I’m a terrible housewife. Seriously.

I have a serious confession. I am a terrible housewife. If I’m being super honest, my husband is better than I am. Just to be clear, here are a list of things I’m terrible at:

  1. Cooking
  2. Doing Laundry
  3. Keeping the house clean
  4. Fixing things
  5. Washing my hair (ironically)
  6. Planning- anything
  7. Doing Laundry

The list goes on and on. And really, keeping the house clean would be so much easier if the other 5 people in my house didn’t live here! Want to know what my husband is good at, all but number 2. Now that I think about it, we’re lucky we ever have any clean laundry! But really, he does it all. He can cook, and I mean really cook! He is the grocery man, the vacation planner, and the budgeter. He showers more often (probably because he has more time) and lately, he has gotten great at learning how to fix more around the house, saving us quite a bit of money. He even asked for a new vacuum for Christmas! Yep- you read that right. Hell, I can barely work the remote half the time! Even my dad says he wishes he could be married to my him!

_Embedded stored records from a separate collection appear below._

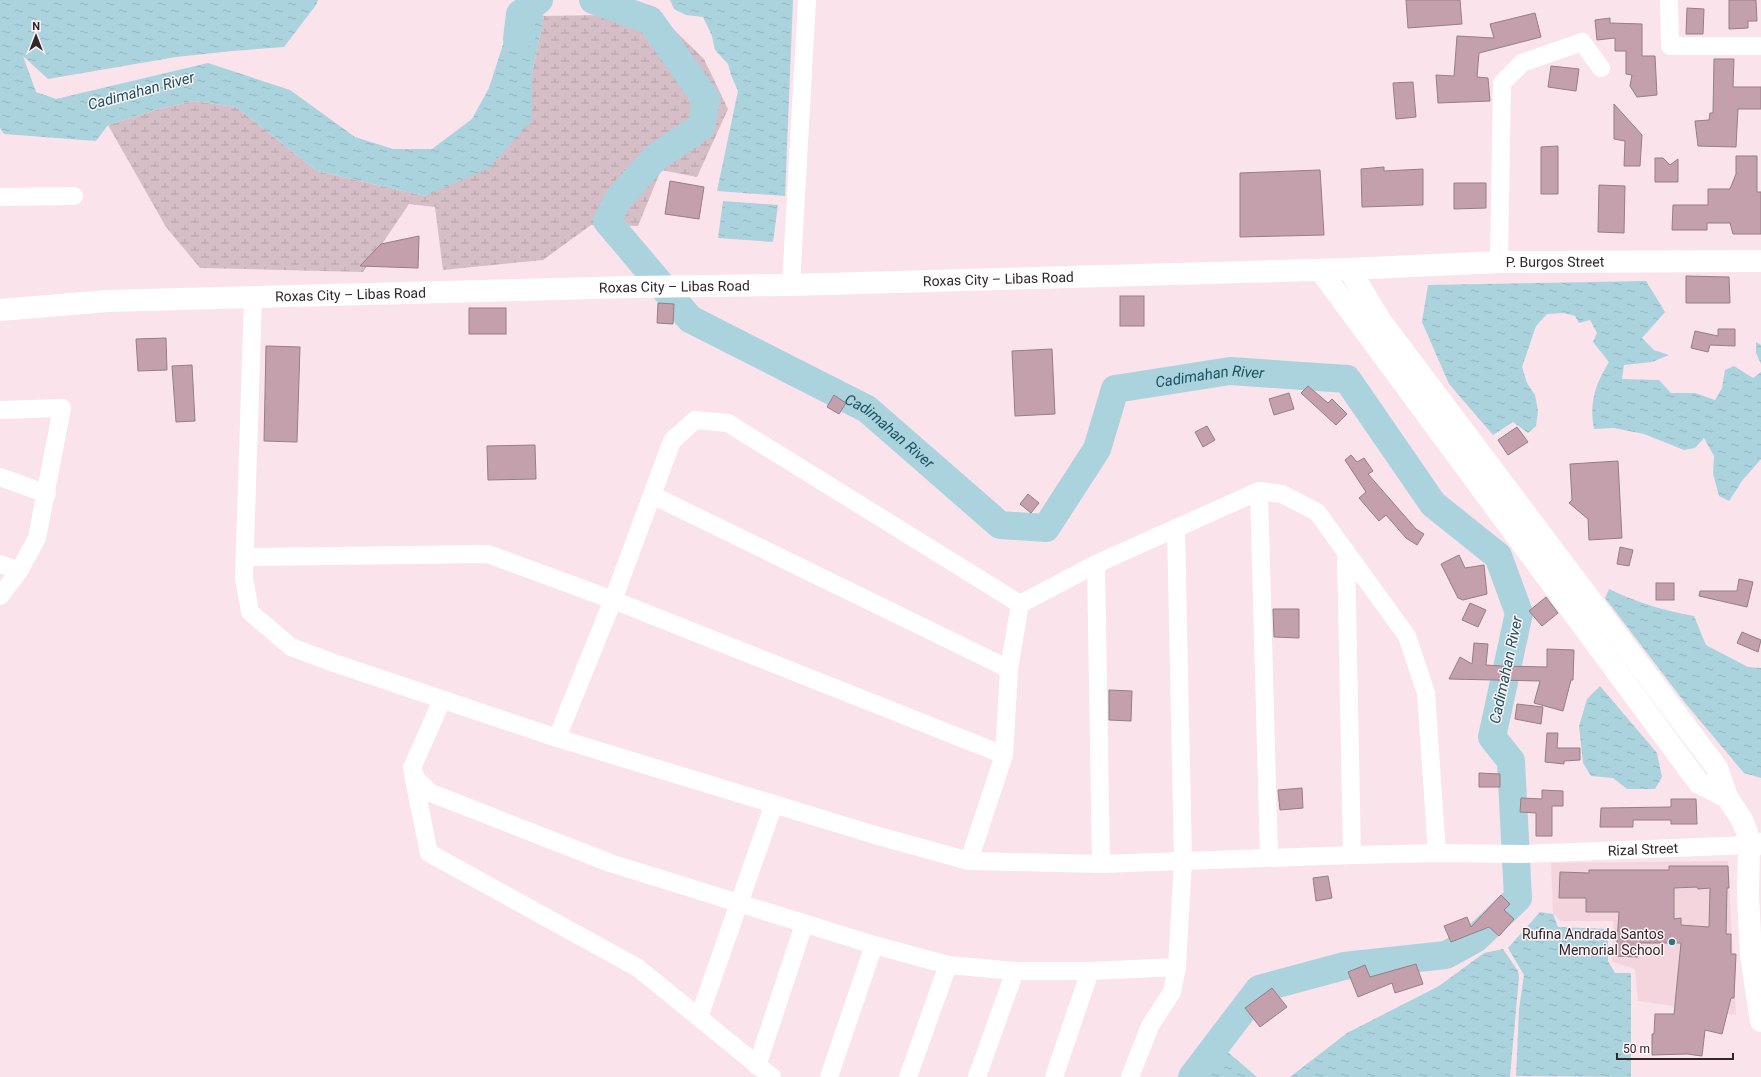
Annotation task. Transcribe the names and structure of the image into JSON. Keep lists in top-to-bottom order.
{
  "streets": {
    "main road": ["P. Burgos Street", "Roxas City – Libas Road"],
    "street": ["Rizal Street"]
  },
  "crossings": [
    ["P. Burgos Street", "Roxas City – Libas Road"],
    ["Roxas City – Libas Road", "Rizal Street"]
  ],
  "water": ["Cadimahan River"],
  "places": ["Rufina Andrada Santos Memorial School"],
  "scale_bar": "50 m",
  "north": "top"
}
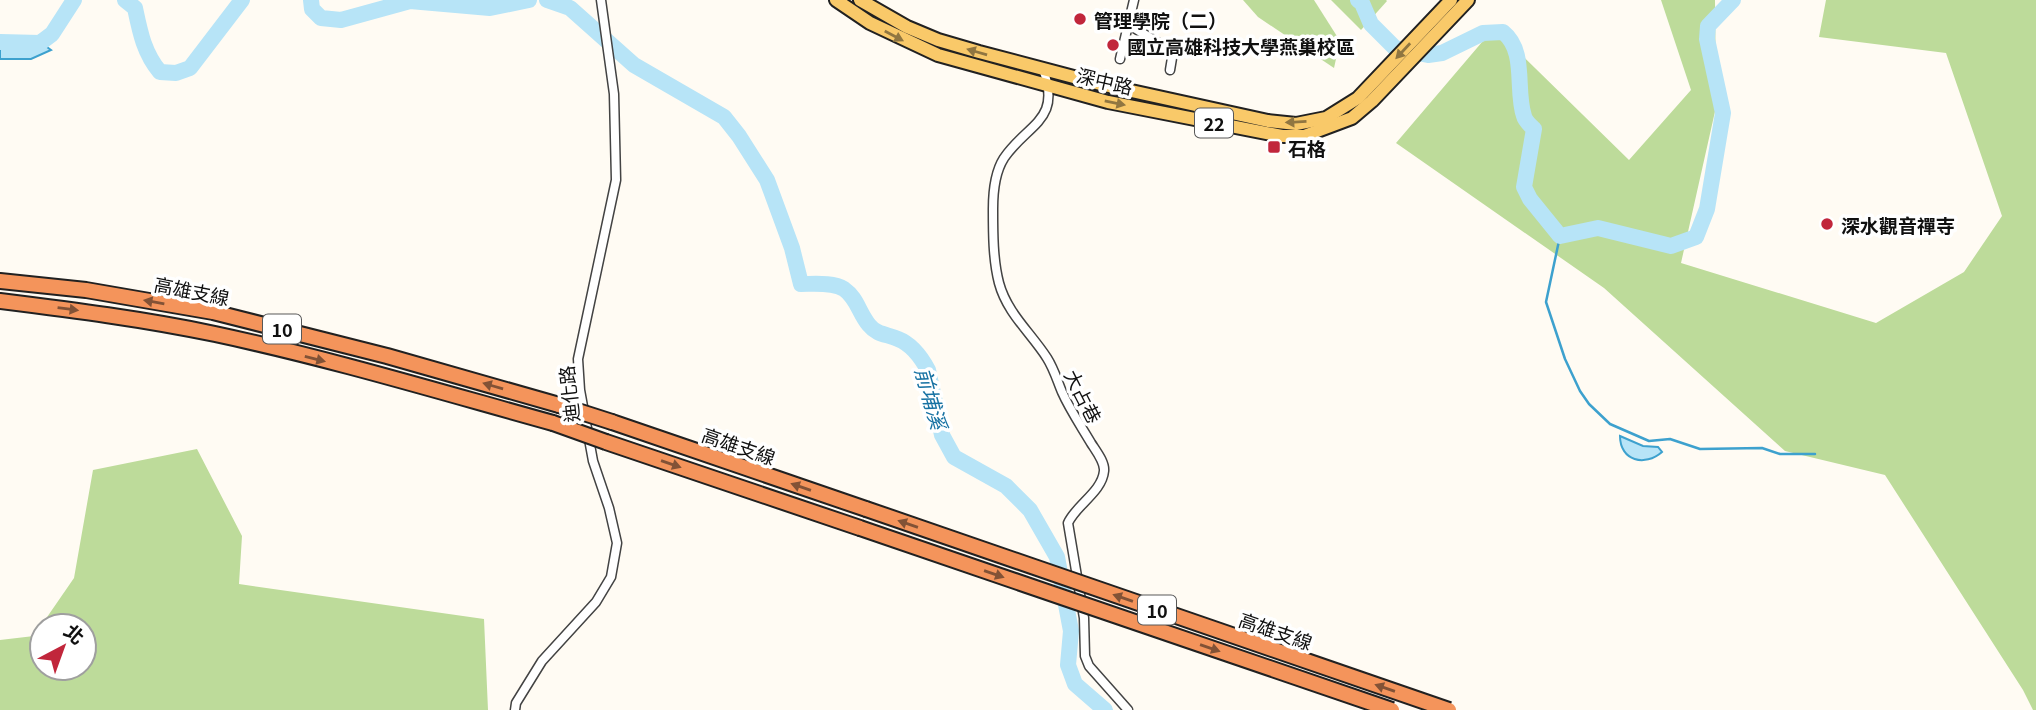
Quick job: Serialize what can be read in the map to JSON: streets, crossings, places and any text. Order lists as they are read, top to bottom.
{
  "streets": {
    "highway": ["高雄支線", "10"],
    "main road": ["深中路", "22"],
    "street": ["迪化路", "大占巷"]
  },
  "crossings": [
    ["深中路", "22"],
    ["深中路", "大占巷"]
  ],
  "water": ["前埔溪"],
  "places": {
    "other": ["管理學院（二）", "國立高雄科技大學燕巢校區", "深水觀音禪寺"],
    "transit": ["石格"]
  },
  "north": "top right"
}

But enough about him. (No really, he’s got a huge head, it doesn’t need to get any bigger!) Want to know one thing I am good at? Organizing. Okay, really, it’s just my OCD. My husband will clean but if he doesn’t put something back in the right spot- HELL to the NO! And man, when my kids “clean” their playroom, I can’t even look in the bins because I’ll go crazy seeing the trucks in with the Barbie dolls.

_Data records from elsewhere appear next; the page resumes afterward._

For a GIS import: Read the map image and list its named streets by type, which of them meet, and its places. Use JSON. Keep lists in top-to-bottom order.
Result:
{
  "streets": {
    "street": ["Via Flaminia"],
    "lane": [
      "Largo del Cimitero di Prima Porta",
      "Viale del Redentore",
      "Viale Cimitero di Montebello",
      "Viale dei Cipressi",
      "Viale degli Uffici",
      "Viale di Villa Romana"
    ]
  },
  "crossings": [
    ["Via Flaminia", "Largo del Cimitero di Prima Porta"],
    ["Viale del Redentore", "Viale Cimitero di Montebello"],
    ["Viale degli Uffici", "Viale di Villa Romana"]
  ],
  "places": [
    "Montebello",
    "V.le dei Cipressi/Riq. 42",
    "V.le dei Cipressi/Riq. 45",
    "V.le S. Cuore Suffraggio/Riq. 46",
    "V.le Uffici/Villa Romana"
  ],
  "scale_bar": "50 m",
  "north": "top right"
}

Anyone else have this problem? Want to know how I fight the OCD battle, the room stays dirty. If it’s not put away, I can’t complain about it not being organized, right? Wow, I think I have a serious problem.


That’s my problem. I’m always tired. Always. I’m tired from the lack of sleep, since my only free time is late at night. I’m tired from fighting with small life sucking versions of myself. And even just looking at a mess makes me tired!

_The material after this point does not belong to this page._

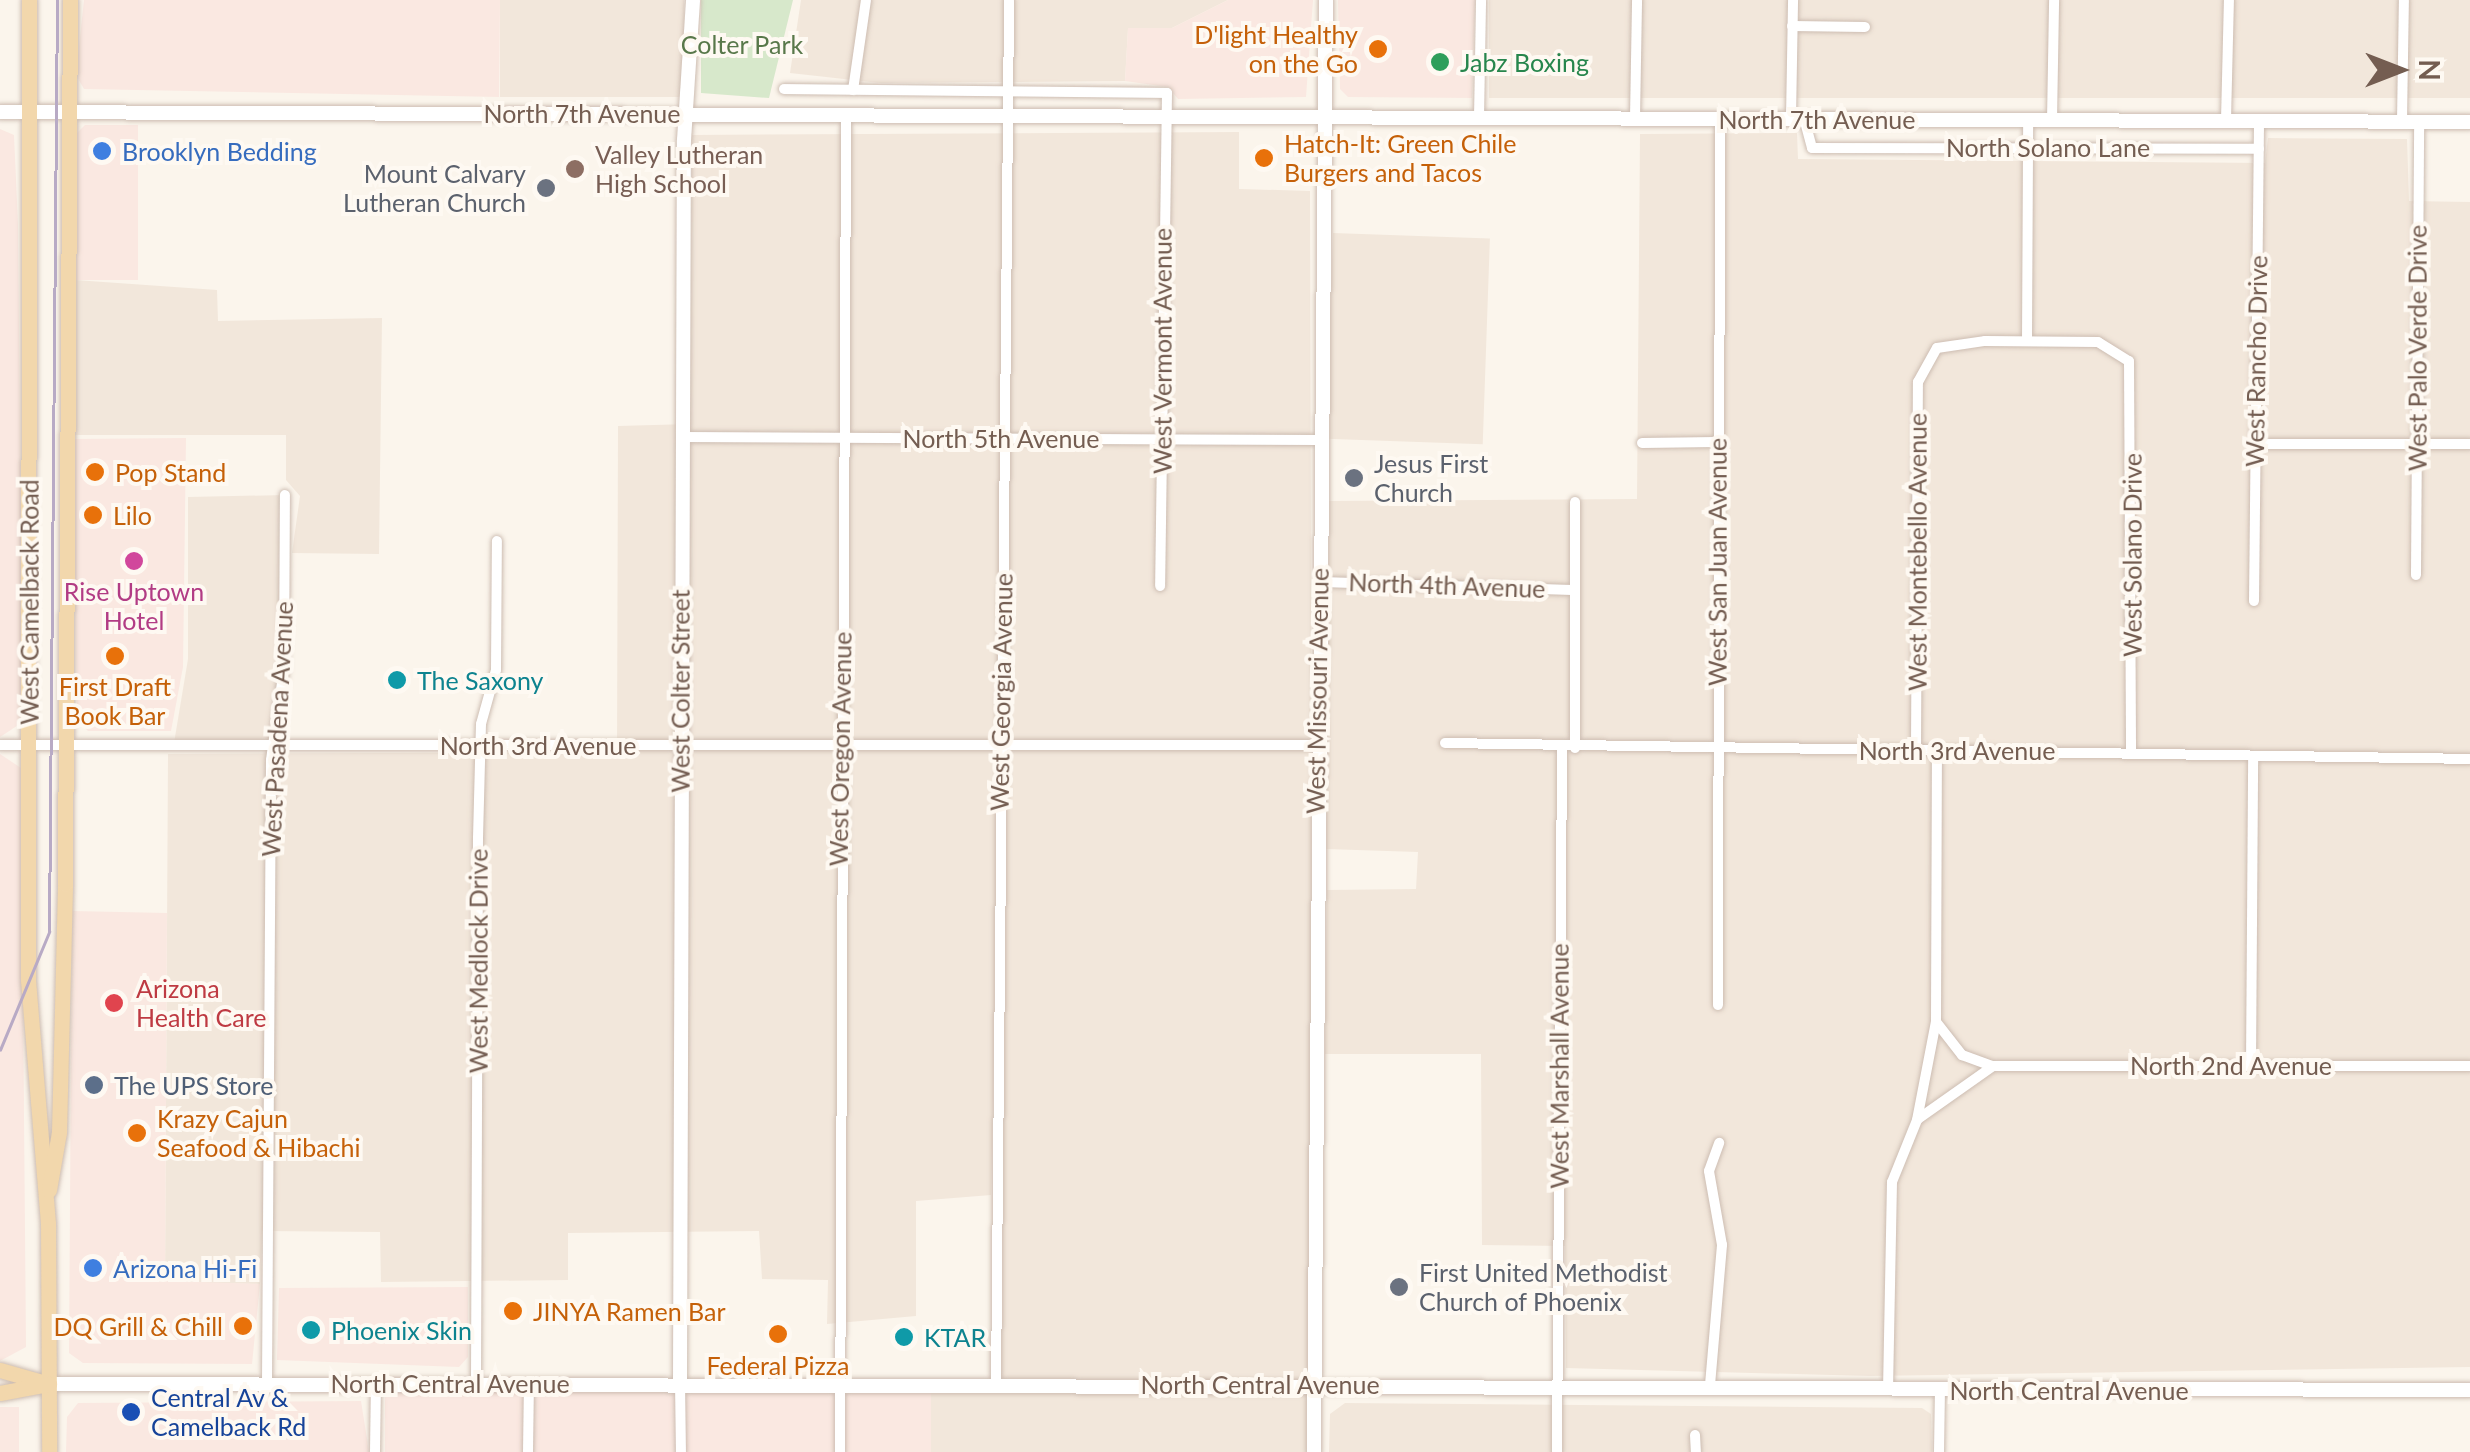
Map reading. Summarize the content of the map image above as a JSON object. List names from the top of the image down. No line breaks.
{"streets":{"main road":["North 7th Avenue","West Camelback Road","West Colter Street","West Missouri Avenue","North Central Avenue"],"street":["North Solano Lane","West Palo Verde Drive","West Vermont Avenue","West Rancho Drive","North 5th Avenue","West Montebello Avenue","West Solano Drive","West San Juan Avenue","North 4th Avenue","West Georgia Avenue","West Pasadena Avenue","North 3rd Avenue","West Oregon Avenue","West Medlock Drive","North 2nd Avenue","West Marshall Avenue"]},"crossings":[["North 7th Avenue","North Solano Lane"],["North 7th Avenue","West Palo Verde Drive"],["North 7th Avenue","West Vermont Avenue"],["North 7th Avenue","West Rancho Drive"],["North 7th Avenue","West San Juan Avenue"],["North 7th Avenue","West Camelback Road"],["North 7th Avenue","West Colter Street"],["North 7th Avenue","West Missouri Avenue"],["North 7th Avenue","West Georgia Avenue"],["North 7th Avenue","West Oregon Avenue"],["North Solano Lane","West Rancho Drive"],["West Vermont Avenue","North 5th Avenue"],["North 5th Avenue","West Colter Street"],["North 5th Avenue","West Missouri Avenue"],["North 5th Avenue","West Georgia Avenue"],["North 5th Avenue","West Oregon Avenue"],["West Montebello Avenue","West Solano Drive"],["West Montebello Avenue","North 3rd Avenue"],["West Solano Drive","North 3rd Avenue"],["West San Juan Avenue","North 3rd Avenue"],["North 4th Avenue","West Missouri Avenue"],["West Camelback Road","North 3rd Avenue"],["West Camelback Road","North Central Avenue"],["West Colter Street","North 3rd Avenue"],["West Colter Street","North Central Avenue"],["West Missouri Avenue","North 3rd Avenue"],["West Missouri Avenue","North Central Avenue"],["West Georgia Avenue","North 3rd Avenue"],["West Georgia Avenue","North Central Avenue"],["West Pasadena Avenue","North 3rd Avenue"],["West Pasadena Avenue","North Central Avenue"],["North 3rd Avenue","West Oregon Avenue"],["North 3rd Avenue","West Medlock Drive"],["North 3rd Avenue","West Marshall Avenue"],["West Oregon Avenue","North Central Avenue"],["West Medlock Drive","North Central Avenue"],["West Marshall Avenue","North Central Avenue"]],"parks":["Colter Park"],"places":["D'light Healthy on the Go","Jabz Boxing","Brooklyn Bedding","Hatch-It: Green Chile Burgers and Tacos","Valley Lutheran High School","Mount Calvary Lutheran Church","Pop Stand","Jesus First Church","Lilo","Rise Uptown Hotel","First Draft Book Bar","The Saxony","Arizona Health Care","The UPS Store","Krazy Cajun Seafood & Hibachi","Arizona Hi-Fi","First United Methodist Church of Phoenix","JINYA Ramen Bar","DQ Grill & Chill","Phoenix Skin","Federal Pizza","KTAR","Central Av & Camelback Rd"],"north":"right"}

But recently, I had an epiphany: One day my house is going to be spotless. I won’t have any children running around making memories and messes. I won’t have an entire sink full of dishes every day. And I might even learn how to cook, and won’t be able to smack my husband’s butt and tell him good job while he’s slaving over dinner. And you know what, I’ll miss it all.

Well, all except that damn laundry!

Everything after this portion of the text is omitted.